The sensor system contains numerous gas detection sensors and VOC sensors and a custom-built antenna that connects to terrestrial communications systems via LoRaWAN and to a low Earth Orbit (LEO) Internet-of-Things (IoT) constellation of nanosatellites by satellite operator Kinéis. Sensor installations for linear infrastructure such as powerlines or railways, or in difficult terrain such as mountainous regions and areas with limited terrestrial telecommunications network coverage will benefit from direct-to-satellite connectivity.
The Kinéis satellite system is expected to include a total of 25 nano satellites and about 20 ground stations and will achieve full operational capability (FOC) by mid 2025, enabling signal transmissions with very low latency.

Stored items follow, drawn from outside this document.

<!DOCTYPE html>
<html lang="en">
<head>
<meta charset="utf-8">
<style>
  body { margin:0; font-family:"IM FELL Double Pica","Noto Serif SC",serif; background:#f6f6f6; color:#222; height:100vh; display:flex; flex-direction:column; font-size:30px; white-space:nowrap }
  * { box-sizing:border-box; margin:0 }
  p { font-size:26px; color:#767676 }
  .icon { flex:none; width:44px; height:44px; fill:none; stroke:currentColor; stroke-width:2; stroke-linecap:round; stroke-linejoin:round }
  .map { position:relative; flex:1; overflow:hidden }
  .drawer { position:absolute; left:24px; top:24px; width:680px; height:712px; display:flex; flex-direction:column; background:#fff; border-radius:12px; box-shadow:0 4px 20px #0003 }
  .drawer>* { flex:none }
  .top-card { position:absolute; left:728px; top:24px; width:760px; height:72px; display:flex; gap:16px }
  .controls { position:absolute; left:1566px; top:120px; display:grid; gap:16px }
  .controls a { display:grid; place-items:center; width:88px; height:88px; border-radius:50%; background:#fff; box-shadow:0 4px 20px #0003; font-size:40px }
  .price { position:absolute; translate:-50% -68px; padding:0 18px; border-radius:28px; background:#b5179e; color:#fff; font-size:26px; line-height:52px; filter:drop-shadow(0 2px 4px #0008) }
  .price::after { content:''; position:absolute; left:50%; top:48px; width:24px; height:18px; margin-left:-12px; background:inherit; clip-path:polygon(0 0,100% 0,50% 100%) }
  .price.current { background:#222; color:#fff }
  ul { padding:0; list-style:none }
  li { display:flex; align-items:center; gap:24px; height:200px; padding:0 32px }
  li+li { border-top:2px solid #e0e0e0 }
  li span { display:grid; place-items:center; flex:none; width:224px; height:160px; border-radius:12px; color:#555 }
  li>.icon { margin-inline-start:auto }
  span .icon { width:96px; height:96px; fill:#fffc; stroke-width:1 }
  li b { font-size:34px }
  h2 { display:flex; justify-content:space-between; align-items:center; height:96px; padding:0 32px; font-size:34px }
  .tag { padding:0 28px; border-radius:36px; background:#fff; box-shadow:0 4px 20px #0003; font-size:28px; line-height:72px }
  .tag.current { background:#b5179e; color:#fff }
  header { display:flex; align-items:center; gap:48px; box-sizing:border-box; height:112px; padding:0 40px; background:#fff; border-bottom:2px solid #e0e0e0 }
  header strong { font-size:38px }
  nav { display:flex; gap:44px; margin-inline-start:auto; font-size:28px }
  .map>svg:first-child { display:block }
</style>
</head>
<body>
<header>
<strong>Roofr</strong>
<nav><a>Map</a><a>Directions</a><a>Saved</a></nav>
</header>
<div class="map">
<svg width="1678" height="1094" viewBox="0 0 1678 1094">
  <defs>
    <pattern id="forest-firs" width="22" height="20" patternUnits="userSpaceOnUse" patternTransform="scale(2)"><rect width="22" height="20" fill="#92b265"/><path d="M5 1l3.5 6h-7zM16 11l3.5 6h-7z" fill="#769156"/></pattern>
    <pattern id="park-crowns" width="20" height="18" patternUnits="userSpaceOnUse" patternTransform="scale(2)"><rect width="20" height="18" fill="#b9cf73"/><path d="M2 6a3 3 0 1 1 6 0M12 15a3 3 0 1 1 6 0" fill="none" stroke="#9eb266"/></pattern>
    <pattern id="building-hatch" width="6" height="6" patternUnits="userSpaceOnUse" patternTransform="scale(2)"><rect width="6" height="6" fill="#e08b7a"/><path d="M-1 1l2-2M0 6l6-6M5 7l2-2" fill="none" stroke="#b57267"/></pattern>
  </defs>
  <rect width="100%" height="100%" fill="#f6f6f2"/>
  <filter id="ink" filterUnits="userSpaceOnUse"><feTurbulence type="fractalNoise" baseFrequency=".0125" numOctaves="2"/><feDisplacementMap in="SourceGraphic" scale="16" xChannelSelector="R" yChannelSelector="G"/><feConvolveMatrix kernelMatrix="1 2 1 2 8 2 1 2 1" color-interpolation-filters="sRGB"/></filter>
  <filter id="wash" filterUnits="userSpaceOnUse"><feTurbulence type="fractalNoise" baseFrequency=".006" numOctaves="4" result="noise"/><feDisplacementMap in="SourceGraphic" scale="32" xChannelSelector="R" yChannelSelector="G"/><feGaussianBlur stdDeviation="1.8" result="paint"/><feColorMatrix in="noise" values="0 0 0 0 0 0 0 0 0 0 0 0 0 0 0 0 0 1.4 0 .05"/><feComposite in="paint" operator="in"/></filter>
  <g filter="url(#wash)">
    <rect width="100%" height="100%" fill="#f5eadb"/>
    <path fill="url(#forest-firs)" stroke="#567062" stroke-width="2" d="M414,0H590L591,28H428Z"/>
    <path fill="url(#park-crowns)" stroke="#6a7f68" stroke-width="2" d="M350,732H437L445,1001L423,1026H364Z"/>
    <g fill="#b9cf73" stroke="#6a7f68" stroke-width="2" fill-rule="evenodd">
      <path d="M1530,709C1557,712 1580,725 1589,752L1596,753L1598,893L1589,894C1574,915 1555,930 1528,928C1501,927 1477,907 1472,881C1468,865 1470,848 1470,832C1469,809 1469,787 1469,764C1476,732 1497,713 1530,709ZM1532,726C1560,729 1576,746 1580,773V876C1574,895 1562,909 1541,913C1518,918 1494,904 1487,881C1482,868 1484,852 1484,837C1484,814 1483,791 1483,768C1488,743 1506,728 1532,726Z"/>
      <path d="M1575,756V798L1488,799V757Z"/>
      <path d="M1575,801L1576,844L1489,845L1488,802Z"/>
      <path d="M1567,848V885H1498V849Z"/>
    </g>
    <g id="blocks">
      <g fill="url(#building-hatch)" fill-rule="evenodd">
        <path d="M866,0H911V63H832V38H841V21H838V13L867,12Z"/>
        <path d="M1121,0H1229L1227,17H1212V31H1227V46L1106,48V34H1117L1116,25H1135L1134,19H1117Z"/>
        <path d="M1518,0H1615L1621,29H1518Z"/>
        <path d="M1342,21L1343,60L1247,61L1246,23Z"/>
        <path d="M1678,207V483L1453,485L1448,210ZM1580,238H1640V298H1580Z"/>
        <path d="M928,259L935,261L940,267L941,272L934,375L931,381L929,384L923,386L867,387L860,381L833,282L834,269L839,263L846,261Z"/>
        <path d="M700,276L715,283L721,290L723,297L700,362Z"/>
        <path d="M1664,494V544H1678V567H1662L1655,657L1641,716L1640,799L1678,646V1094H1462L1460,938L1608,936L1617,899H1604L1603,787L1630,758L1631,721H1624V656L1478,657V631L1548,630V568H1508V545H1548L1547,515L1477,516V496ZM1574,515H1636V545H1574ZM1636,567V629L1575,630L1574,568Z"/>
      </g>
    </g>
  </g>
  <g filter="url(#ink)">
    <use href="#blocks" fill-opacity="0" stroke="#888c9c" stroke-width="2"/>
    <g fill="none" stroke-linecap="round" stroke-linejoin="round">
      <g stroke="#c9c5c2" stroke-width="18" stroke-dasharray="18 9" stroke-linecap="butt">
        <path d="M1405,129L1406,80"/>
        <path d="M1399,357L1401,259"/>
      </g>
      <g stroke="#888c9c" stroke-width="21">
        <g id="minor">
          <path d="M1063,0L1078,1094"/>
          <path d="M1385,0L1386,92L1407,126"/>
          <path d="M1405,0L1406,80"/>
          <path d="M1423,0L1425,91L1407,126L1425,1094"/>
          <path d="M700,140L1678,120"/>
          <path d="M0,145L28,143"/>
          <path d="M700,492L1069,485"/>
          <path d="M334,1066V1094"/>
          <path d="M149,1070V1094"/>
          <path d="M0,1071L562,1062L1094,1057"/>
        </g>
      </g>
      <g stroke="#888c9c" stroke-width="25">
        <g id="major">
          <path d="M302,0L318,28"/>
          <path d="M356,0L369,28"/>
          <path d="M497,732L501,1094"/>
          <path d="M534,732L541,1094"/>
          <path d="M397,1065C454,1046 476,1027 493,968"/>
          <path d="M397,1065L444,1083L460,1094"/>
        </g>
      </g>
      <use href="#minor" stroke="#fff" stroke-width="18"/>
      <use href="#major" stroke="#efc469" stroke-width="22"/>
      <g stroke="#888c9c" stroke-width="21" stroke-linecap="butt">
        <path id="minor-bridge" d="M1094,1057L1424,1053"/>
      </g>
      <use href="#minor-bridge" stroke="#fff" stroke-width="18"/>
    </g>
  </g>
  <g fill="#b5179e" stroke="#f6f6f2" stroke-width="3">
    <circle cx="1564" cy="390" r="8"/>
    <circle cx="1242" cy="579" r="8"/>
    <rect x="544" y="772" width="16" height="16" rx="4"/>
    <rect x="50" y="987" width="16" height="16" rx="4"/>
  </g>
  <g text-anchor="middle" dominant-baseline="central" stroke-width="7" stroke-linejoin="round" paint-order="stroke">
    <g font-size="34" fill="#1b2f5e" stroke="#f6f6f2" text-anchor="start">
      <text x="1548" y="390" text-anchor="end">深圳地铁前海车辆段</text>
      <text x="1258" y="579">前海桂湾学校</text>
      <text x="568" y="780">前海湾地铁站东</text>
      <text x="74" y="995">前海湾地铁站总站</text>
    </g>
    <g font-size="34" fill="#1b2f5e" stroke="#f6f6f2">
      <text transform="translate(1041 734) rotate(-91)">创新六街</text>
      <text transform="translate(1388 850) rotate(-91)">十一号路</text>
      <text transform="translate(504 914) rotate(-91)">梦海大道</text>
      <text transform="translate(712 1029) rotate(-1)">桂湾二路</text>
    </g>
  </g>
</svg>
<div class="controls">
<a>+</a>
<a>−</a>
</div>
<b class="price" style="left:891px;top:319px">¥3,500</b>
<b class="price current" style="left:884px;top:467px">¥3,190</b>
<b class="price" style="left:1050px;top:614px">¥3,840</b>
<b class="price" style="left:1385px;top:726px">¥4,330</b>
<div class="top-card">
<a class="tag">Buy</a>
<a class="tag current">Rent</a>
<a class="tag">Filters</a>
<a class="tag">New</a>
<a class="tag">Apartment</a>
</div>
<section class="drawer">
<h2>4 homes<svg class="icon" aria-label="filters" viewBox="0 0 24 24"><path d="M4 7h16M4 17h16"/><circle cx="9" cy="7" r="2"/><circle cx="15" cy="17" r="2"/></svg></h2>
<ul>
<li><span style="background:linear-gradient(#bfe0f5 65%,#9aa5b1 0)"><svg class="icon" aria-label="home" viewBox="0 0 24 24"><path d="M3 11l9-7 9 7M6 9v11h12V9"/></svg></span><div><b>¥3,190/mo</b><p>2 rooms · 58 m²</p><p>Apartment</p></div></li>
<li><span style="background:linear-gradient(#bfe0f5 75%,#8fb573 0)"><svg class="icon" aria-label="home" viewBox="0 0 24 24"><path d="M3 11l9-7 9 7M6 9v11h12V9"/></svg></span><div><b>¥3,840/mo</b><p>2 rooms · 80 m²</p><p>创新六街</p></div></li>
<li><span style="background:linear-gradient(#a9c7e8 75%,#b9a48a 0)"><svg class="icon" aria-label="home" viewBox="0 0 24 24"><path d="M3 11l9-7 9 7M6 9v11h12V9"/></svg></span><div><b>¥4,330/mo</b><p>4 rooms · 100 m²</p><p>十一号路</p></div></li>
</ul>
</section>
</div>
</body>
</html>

- Result from Requirements Analysis (Work Package [WP] 1): Comprehensive specification document (Milestone (MS) 1);
- Research on direct-to-satellite IoT communication outdoors (WP2): will make project-relevant analysis results available (MS2);
- Research on direct-to-satellite IoT communication in the forest (WP3): will make project-relevant analysis results from tests available (MS3);
- Development of a project-specific antenna system (WP4): Result will be a provisionally operational antenna system (MS4);
- Development of a project-specific edge-computing firmware (WP5): will yield a provisionally operational edge computing firmware (MS5);
- System integration (WP6): results in an operational IoT sensor in the form of a functional prototype (Technology Readiness Level (TRL) 5) (MS6).
- After finalising the sensor requirements specification after the kick-off of the project in 2024, an antenna concept has been developed in collaboration with Finnish antenna specialist Radientum, followed by simulations and optimisations.
- In spring 2025, the assembled Printed Circuit Board (PCB) and the sensor housing design were completed. A first prototype was built and tested in one of the forests available to Dryad for testing purposes. Full Operational Capability of Kinéis’s constellation is scheduled for June 2025.
- Producing a first batch of sensors is planned, allowing for learnings from the first production run. Large-scale production is planned for 2025.